By Sid Schwab
Freedom’s just another word for no health left to lose. So says Doctor Republican Congressman Michael Burgess of Texas, regarding numbers of people with health care coverage: “If the numbers drop, I would say that’s a good thing, because we’ve restored personal liberty in this country.”
Wow. And lest you think the Republican plan for replacing the Affordable Care Act is right around the corner, President Trump has had an epiphany: “Nobody knew health care could be so complicated,” quoth he.
The statements provide clarity regarding Congress and our occupant of the Gold House, the latter of whom has repeatedly, if without specifics, called the ACA a “disaster,” falsely promising to end it on “day one”; and the former of which spent the last seven years voting fifty-five times to repeal it.
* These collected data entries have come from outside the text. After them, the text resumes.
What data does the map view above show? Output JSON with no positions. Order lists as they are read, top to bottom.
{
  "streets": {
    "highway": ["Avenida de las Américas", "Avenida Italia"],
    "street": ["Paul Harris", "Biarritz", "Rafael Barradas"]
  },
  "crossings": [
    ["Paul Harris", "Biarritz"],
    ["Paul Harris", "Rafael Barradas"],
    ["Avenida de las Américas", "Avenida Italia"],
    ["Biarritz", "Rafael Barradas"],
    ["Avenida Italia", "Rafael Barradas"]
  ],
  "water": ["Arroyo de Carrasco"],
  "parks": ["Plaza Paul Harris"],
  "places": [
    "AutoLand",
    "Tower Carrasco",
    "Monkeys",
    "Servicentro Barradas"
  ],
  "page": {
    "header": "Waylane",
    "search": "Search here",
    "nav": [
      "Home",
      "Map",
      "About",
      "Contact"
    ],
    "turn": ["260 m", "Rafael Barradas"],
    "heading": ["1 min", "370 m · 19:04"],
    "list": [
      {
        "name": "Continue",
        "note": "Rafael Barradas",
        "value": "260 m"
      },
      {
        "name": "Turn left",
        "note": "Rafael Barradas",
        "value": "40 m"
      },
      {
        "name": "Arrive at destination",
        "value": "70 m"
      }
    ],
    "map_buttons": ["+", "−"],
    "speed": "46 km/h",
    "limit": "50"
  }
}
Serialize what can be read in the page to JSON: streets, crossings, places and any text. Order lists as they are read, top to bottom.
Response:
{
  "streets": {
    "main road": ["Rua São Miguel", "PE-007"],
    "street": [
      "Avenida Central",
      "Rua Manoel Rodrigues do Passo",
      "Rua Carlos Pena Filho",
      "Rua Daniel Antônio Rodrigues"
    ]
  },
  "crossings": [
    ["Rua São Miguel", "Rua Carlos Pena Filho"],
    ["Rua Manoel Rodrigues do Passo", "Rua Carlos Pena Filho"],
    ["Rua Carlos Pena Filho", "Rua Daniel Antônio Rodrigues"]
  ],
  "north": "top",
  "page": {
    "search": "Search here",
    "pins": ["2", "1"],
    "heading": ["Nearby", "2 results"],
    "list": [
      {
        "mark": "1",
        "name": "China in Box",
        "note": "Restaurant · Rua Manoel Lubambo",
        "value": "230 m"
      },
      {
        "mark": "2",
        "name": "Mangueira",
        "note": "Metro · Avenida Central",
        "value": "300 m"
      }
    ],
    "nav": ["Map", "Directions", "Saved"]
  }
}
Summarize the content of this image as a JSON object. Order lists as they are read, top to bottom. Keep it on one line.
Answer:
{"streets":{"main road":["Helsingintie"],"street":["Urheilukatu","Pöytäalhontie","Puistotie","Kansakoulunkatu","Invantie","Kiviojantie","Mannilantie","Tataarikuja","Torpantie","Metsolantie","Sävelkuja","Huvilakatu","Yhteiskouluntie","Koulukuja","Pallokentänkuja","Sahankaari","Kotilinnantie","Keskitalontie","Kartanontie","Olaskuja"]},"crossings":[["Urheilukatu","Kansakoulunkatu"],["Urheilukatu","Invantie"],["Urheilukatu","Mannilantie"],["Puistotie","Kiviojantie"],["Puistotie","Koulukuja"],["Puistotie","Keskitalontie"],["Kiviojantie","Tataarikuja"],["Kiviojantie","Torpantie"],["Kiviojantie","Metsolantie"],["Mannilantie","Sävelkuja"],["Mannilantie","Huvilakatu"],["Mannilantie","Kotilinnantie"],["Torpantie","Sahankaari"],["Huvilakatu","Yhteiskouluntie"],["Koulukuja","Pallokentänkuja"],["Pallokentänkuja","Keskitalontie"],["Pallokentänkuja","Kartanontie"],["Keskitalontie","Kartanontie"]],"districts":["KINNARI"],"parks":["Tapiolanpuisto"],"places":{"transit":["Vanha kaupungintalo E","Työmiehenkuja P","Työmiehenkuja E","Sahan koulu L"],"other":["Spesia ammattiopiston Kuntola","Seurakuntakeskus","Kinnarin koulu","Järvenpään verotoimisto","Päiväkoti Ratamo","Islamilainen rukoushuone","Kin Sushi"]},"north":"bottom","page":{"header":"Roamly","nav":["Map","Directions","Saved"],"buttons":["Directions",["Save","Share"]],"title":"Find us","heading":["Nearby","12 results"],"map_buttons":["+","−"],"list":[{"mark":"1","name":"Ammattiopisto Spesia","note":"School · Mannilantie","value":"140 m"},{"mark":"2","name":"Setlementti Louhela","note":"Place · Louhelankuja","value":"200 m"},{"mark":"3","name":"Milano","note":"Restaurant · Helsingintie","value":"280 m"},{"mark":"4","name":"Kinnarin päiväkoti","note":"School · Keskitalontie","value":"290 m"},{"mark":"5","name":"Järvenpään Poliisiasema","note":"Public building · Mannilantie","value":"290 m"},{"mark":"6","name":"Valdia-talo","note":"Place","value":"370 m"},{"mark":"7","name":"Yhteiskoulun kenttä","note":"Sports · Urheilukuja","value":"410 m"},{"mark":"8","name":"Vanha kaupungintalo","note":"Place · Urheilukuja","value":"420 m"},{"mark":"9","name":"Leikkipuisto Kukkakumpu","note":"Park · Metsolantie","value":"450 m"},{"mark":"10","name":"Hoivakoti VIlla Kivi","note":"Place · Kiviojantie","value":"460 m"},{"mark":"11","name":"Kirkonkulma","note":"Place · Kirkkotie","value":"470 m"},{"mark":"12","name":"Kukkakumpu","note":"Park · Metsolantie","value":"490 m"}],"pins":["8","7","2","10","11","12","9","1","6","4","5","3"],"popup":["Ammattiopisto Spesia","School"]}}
That they’re only now discovering Obamacare is the opposite of a disaster for many millions of Americans, and replacing is harder than repealing, reveals much about our Congressional majority and their ability to govern. Legislating, evidently, isn’t like riding a bicycle: when you spend eight years blocking instead of producing, you stop knowing how.
“Nobody knew.” Well, it’s undeniably true of Trump and those with whom he’s surrounded himself, and of the legislative bodies over which he holds apparently unlimited sway. Applied to those who wrote the original bill, though, and to the president who oversaw the process, it’s demonstrably false. Seven years ago, in fact, President Obama said, “The truth of the matter is that health care is very complicated.” That unstartling insight is shared by most people capable of thoughts of more than 140 characters, and by anyone who’s addressed the subject seriously.
Trump once promised, “We’re going to have insurance for everybody.” Everybody, it turns out, but those most dependent upon it, assuming the plans now being bandied by the band of bandits in Congress see the light of day. Tax credits and health savings accounts, the bedrock of Republican health care reform ideas, are a welcome tax dodge for the prosperous but of no use to people of modest means or less. Surely they recognize something so obvious. Don’t they care? Why their urgency to repeal?
Simple: Unlike Bush’s Medicare Part D, which, being unpaid-for, added to the budget deficit, the Affordable Care Act had built-in funding mechanisms, and has, in fact, lowered the deficit. But it did so by raising taxes on those most able to afford them; namely, Republican donors. Depending on income, the wealthiest stand to save tens (or, in some cases, hundreds) of thousand dollars with repeal.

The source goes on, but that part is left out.